But we do have relatively complete data on all metro areas. So I can give you data on that! So that’s what we’ll do.

Let’s dive right in. What did metro-level net migration rates look like in the 2015 ACS?

As you can see I’m using a county map, but for multi-county metros I assign the whole-metro rate to every county in the metro area.

We can see clear reddish-splotches across the eastern Megalopolis, around the Great Lakes, around the Bay Area in California, and a few other spots. Meanwhile, we can see positive migration to many of the Rocky Mountain or Great Plains metro areas, as well as much of Florida, Texas, and the mid-south.

But is that any different than in the past? Well, we can look at 2014 this way too:

So on face value this looks pretty similar. Maybe the south looks more solidly blue in 2014 than 2015, and California’s metros look a little bluer, but by and large, fairly similar.

Let’s make the comparison easier, however, by making a direct map of change!

Here, we can see that migration worsened along basically the entire Atlantic and Gulf coasts except the beach towns of Delaware and southern New Jersey, as well as Florida. We can see that the Megalopolis on the whole was fairly unchanged. The mountain west improved some, while Texas shows many areas with lower net migration. California also seems to be showing us lower net migration.

But on the whole, these regional trends don’t seem extremely strong or compelling. Local-area explanations are probably more interesting than a regional trend-story for metro-area migration. If what you see when you look at that map is a Sunbelt resurgence or the Rust Belt making a comeback, or any of those stories, then I’d say check your prescription. Look for metro-specific trends here, not wider macro-regions.

But when we zoom in on metros, the story gets complicated. See, as you know, ACS provides us with margins of error for their estimates. So we can easily make the error bands for each city last year and see if they overlap with the error bands this year. We make an error band by taking the estimate for inflows, then adding/subtracting the MOE to get a range for inflows. Then we do the same for outflows. Then we can get the maximum possible net migration by subtracting the minimum outflow from the maximum inflow. We get the minimum possible net migration by subtracting the maximum outflow from the minimum inflow. And just like that, we’ve got our range of possible net migration rates. On average, the range is about 6.5%. That is an enormous range.

Now, in a large city like, say, Atlanta, the error-band is smaller: it runs from -0.63% to 1.16%. But in a small city like Ames, Iowa, the error band is huge running from -2.5% to 8.75%. The true net migration rate might be anywhere within that range! And, just to make this clear, the most deeply-negative net migration rate in 2015 was probably in Hinesville, GA, at -5.5%. But the error margin was huge, running from -18.4% to 7.43%! To be clear, that error band covers the entire sample of “central estimates” of net migration (i.e. headline ACS net migration rates). The same is nearly true of Walla Walla, WA, where the error band runs from -8.2% to 5.3%. In other words, error bands can sometimes give as wide a range of possibilities for one metro as exists within the entire sample of central estimates for metros. These are big-freakin-error-bands.
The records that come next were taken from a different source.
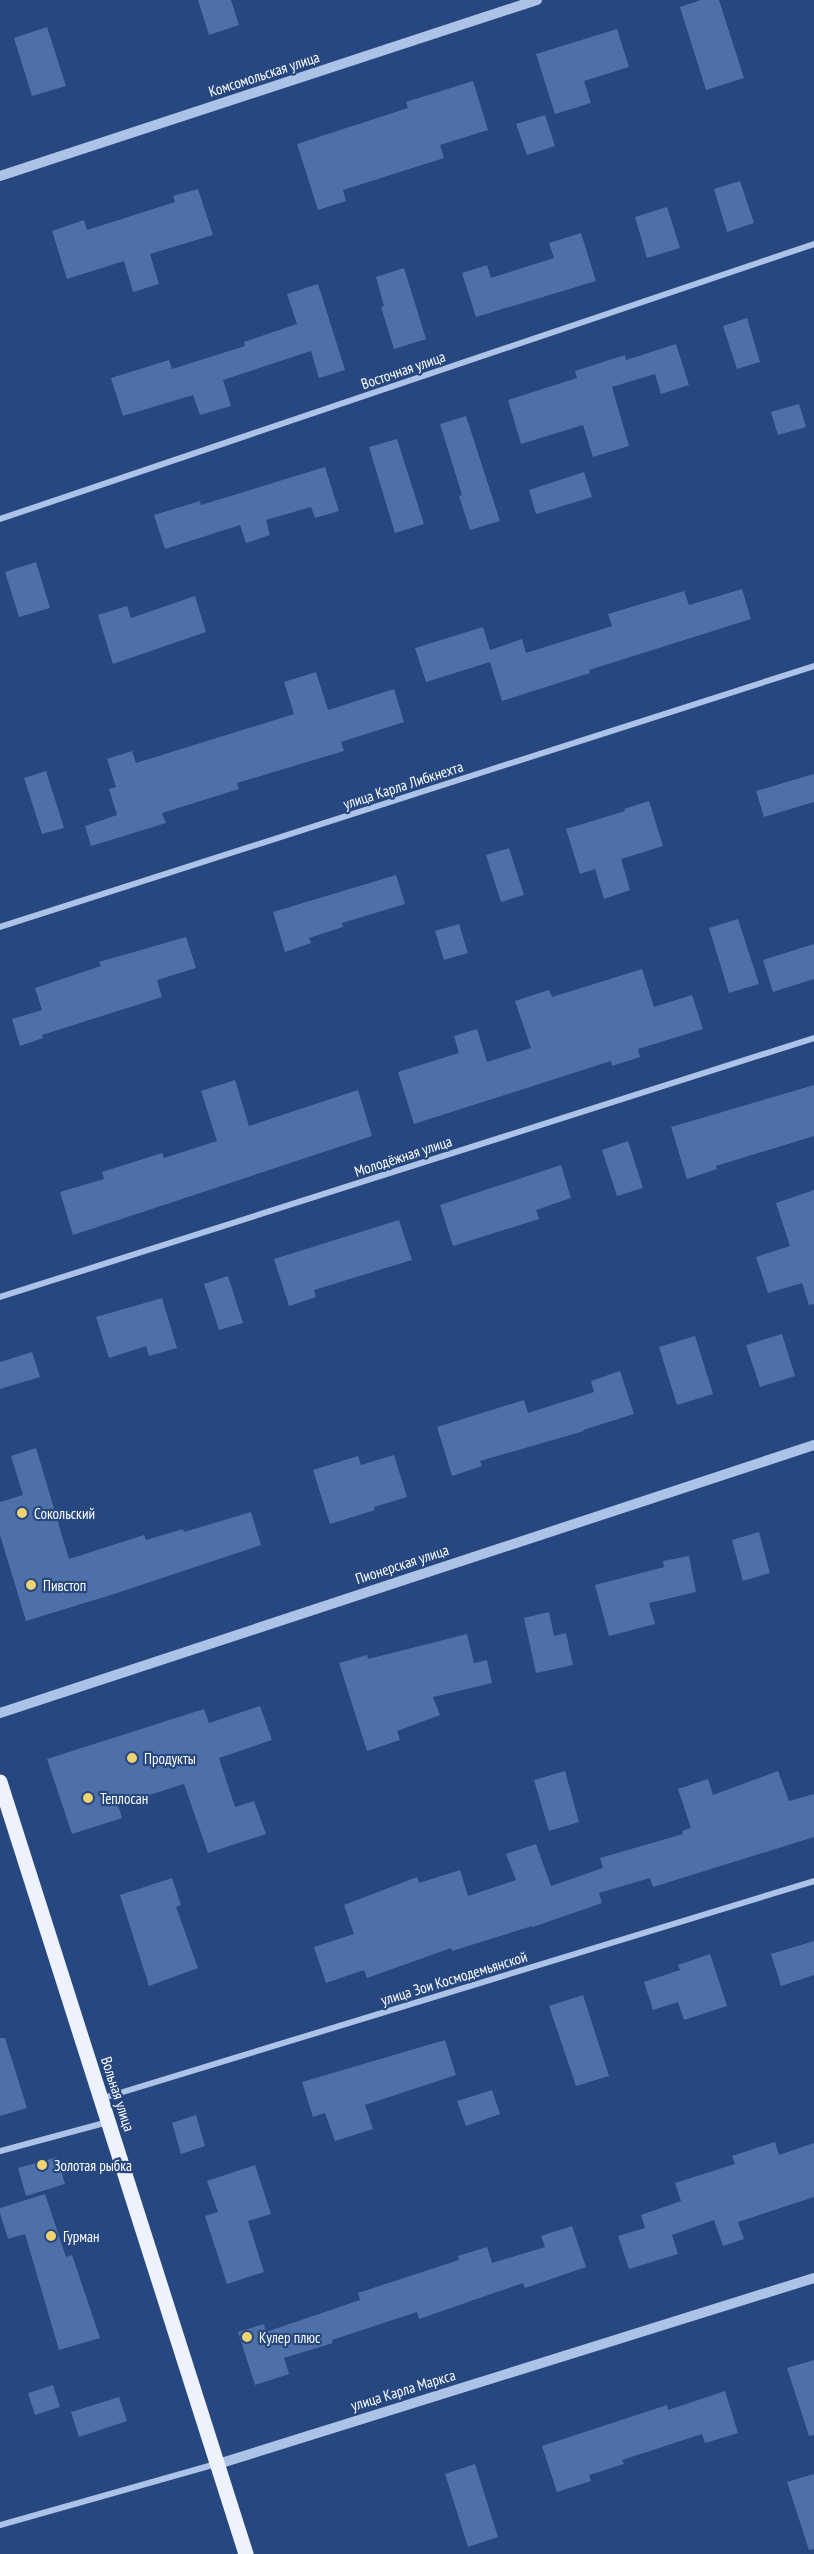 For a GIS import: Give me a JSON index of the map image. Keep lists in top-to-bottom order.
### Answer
{
  "streets": {
    "main road": ["Вольная улица"],
    "street": [
      "Комсомольская улица",
      "Восточная улица",
      "улица Карла Либкнехта",
      "Молодёжная улица",
      "Пионерская улица",
      "улица Зои Космодемьянской",
      "улица Карла Маркса"
    ]
  },
  "crossings": [
    ["улица Зои Космодемьянской", "Вольная улица"],
    ["Вольная улица", "улица Карла Маркса"]
  ],
  "places": [
    "Сокольский",
    "Пивстоп",
    "Продукты",
    "Теплосан",
    "Золотая рыбка",
    "Гурман",
    "Кулер плюс"
  ]
} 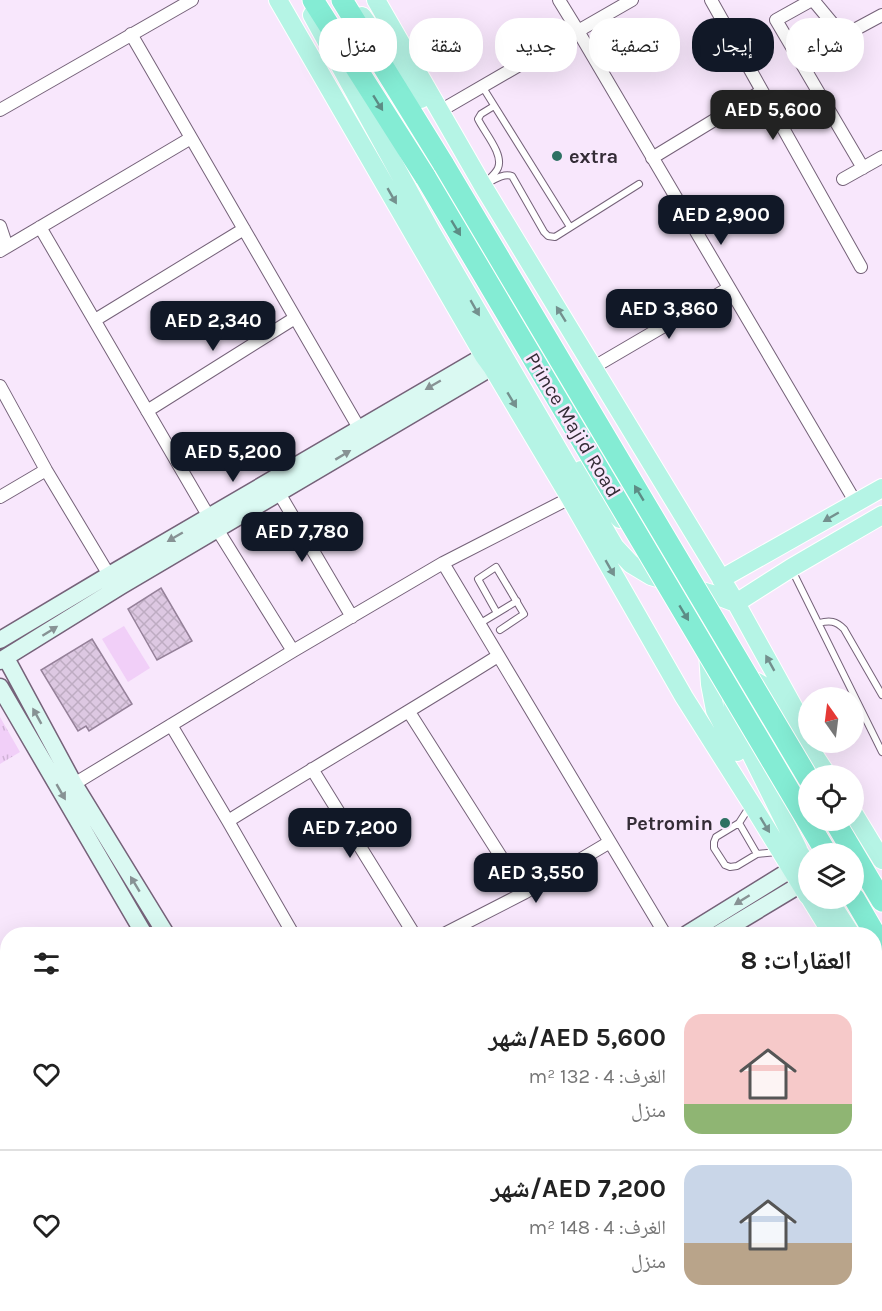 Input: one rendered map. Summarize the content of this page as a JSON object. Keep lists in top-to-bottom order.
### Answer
{
  "streets": {
    "highway": ["Prince Majid Road"]
  },
  "places": ["extra", "Petromin"],
  "north": "top",
  "page": {
    "chip": [
      "شراء",
      "إيجار",
      "تصفية",
      "جديد",
      "شقة",
      "منزل"
    ],
    "price": [
      "AED 5,600",
      "AED 2,900",
      "AED 3,860",
      "AED 2,340",
      "AED 5,200",
      "AED 7,780",
      "AED 7,200",
      "AED 3,550"
    ],
    "heading": "العقارات: 8",
    "list": [
      {
        "name": "AED 5,600/شهر",
        "note": "الغرف: 4 · 132 m² · منزل"
      },
      {
        "name": "AED 7,200/شهر",
        "note": "الغرف: 4 · 148 m² · منزل"
      }
    ]
  }
} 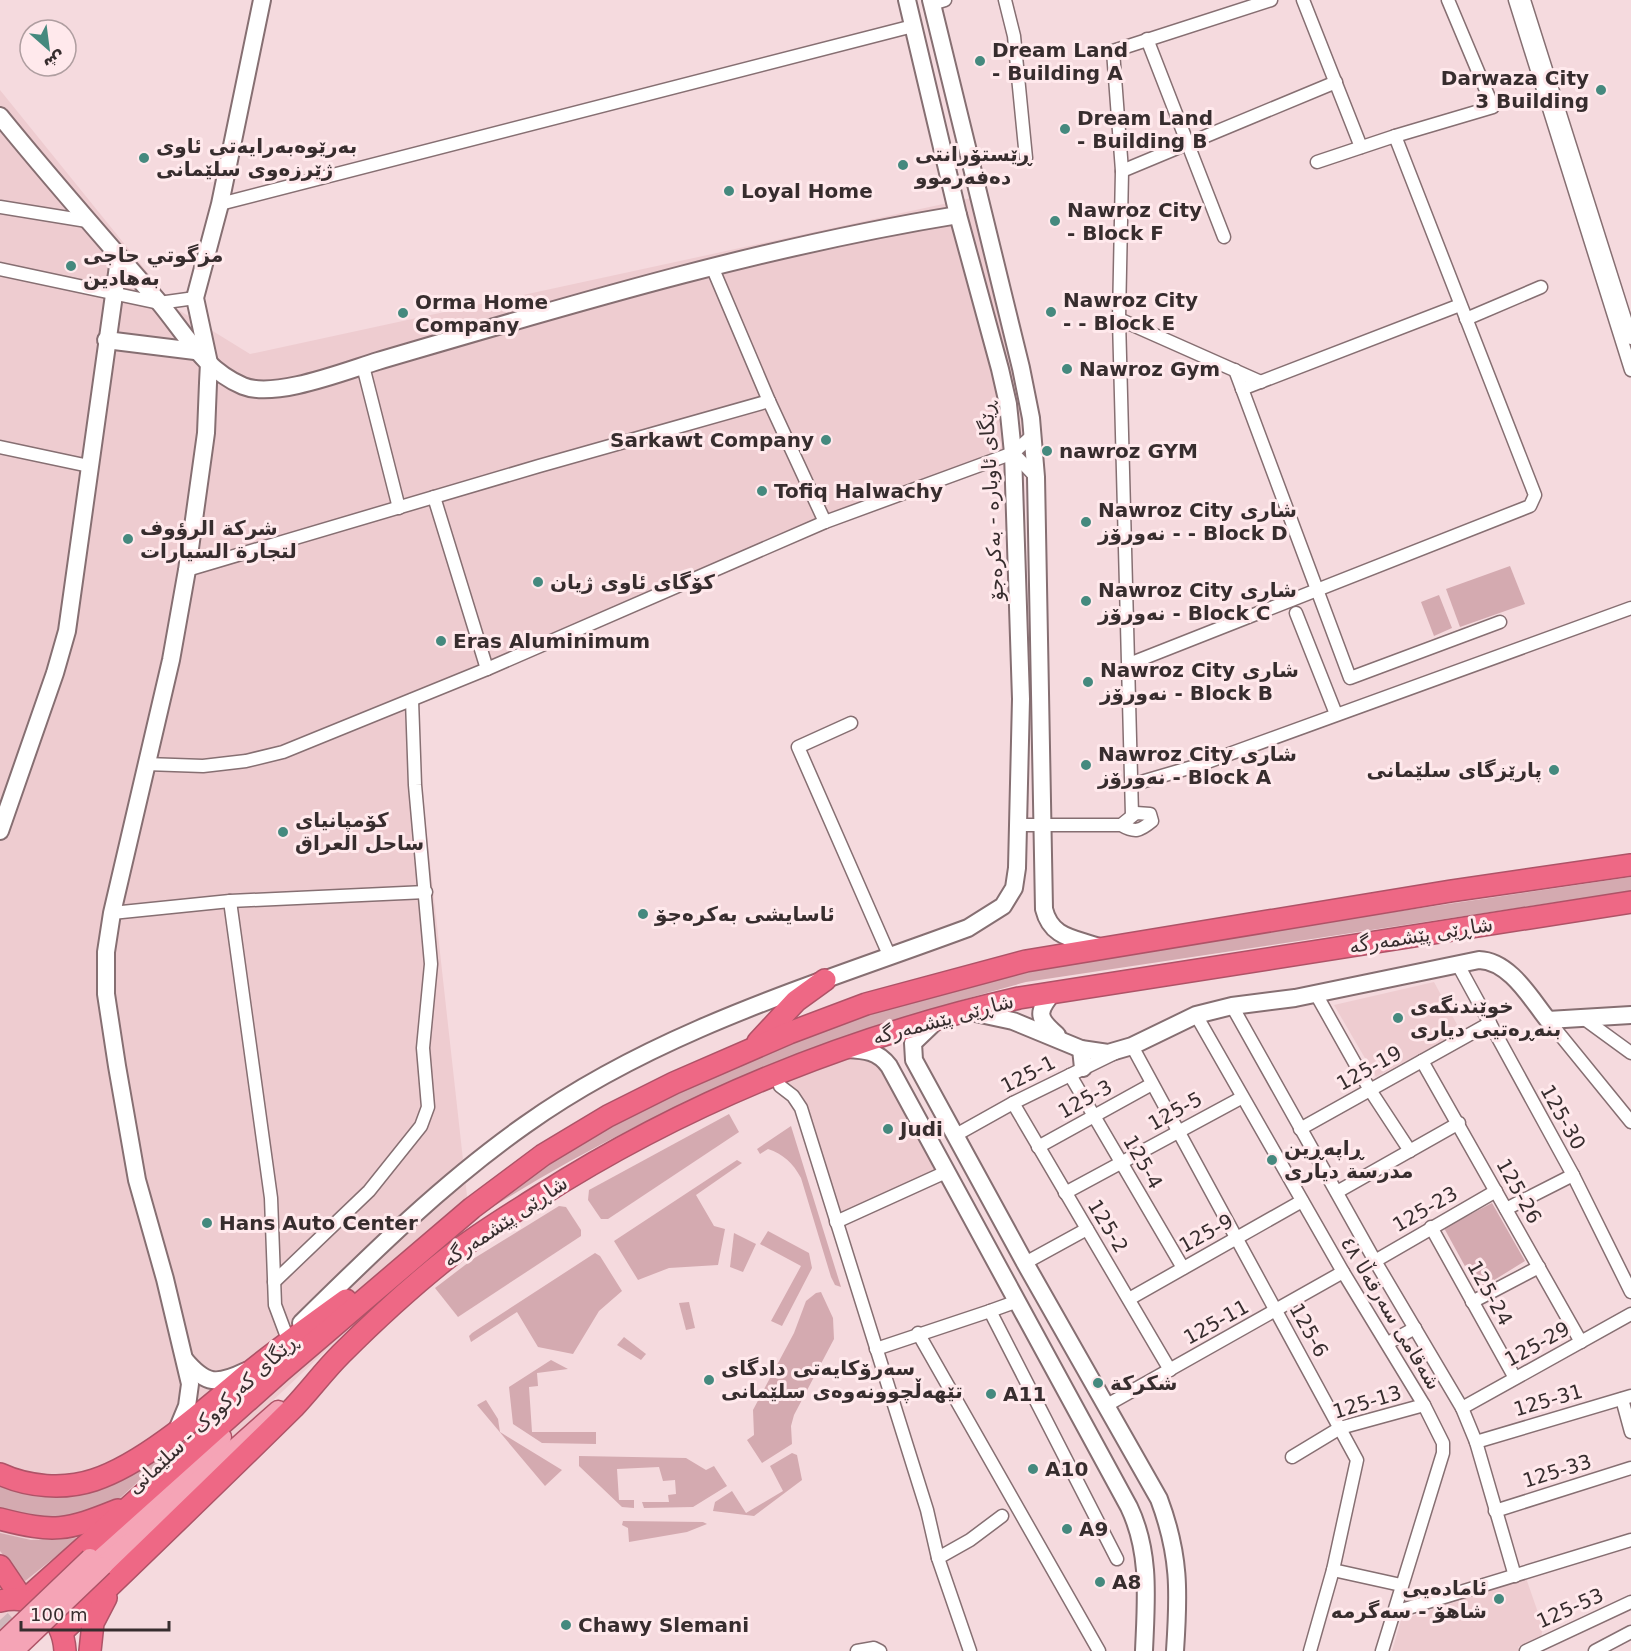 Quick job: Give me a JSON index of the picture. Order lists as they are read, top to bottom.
{
  "streets": {
    "highway": ["شاڕێی پێشمەرگە"],
    "main road": ["ڕێگای کەرکووک - سلێمانی"],
    "street": [
      "ڕێگای ئاوبارە - بەکرەجۆ",
      "125-19",
      "125-1",
      "125-3",
      "125-5",
      "125-30",
      "125-4",
      "125-26",
      "125-23",
      "125-2",
      "125-9",
      "125-24",
      "شەقامی سەرقەڵا ٤٨",
      "125-11",
      "125-6",
      "125-29",
      "125-31",
      "125-13",
      "125-33",
      "125-53"
    ]
  },
  "crossings": [
    ["شاڕێی پێشمەرگە", "ڕێگای کەرکووک - سلێمانی"],
    ["125-19", "125-30"],
    ["125-19", "125-26"],
    ["125-1", "125-4"],
    ["125-1", "125-2"],
    ["125-1", "125-6"],
    ["125-3", "125-4"],
    ["125-3", "125-2"],
    ["125-3", "125-6"],
    ["125-5", "125-4"],
    ["125-5", "125-2"],
    ["125-5", "شەقامی سەرقەڵا ٤٨"],
    ["125-5", "125-6"],
    ["125-4", "125-9"],
    ["125-26", "125-23"],
    ["125-26", "125-29"],
    ["125-23", "125-24"],
    ["125-2", "125-9"],
    ["125-2", "125-11"],
    ["125-9", "شەقامی سەرقەڵا ٤٨"],
    ["125-9", "125-6"],
    ["125-24", "125-29"],
    ["شەقامی سەرقەڵا ٤٨", "125-11"],
    ["شەقامی سەرقەڵا ٤٨", "125-13"],
    ["125-11", "125-6"],
    ["125-6", "125-13"]
  ],
  "places": [
    "Dream Land - Building A",
    "Darwaza City 3 Building",
    "Dream Land - Building B",
    "بەرێوەبەرایەتی ئاوی ژێرزەوی سلێمانی",
    "ڕێستۆرانتی دەفەرموو",
    "Loyal Home",
    "Nawroz City - Block F",
    "مزگوتي حاجی بەهادین",
    "Nawroz City - - Block E",
    "Orma Home Company",
    "Nawroz Gym",
    "Sarkawt Company",
    "nawroz GYM",
    "Tofiq Halwachy",
    "Nawroz City شاری نەورۆز - - Block D",
    "شركة الرؤوف لتجارة السيارات",
    "کۆگای ئاوی ژیان",
    "Nawroz City شاری نەورۆز - Block C",
    "Eras Aluminimum",
    "Nawroz City شاری نەورۆز - Block B",
    "Nawroz City شاری نەورۆز - Block A",
    "پارێزگای سلێمانی",
    "کۆمپانیای ساحل العراق",
    "ئاسایشی بەکرەجۆ",
    "خوێندنگەی بنەڕەتیی دیاری",
    "Judi",
    "ڕاپەڕین مدرسة ديارى",
    "Hans Auto Center",
    "سەرۆکایەتی دادگای تێهەڵچوونەوەی سلێمانی",
    "شكركة",
    "A11",
    "A10",
    "A9",
    "A8",
    "ئامادەیی شاهۆ - سەگرمە",
    "Chawy Slemani"
  ],
  "scale_bar": "100 m",
  "north": "bottom right"
}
But, again, the error bands do shrink by a large amount for the largest metro areas.

Once we’ve come up for 2015 and 2014 net migration error bands for each metro area, we can compare. If two error bands overlap, then we can’t rule out the possibility that net migration has not changed.

So to really see how migration changed, we need to do this significance test.

Spoiler: only one city in the nation passes this test — Anchorage, Alaska. No city other than Anchorage experienced a change in net migration large enough to conclusively show that net migration really-absolutely-did change. So outside of Anchorage (and actually in Anchorage too: I won’t get into the stats here on why, but basically there’s reason to be skeptical of Anchorage’s estimate too), we can’t authoritatively say that migration changed at all.

But who want’s authoritative information anyways? We all just want reckless speculation, so let’s lower our statistical standards and have some fun!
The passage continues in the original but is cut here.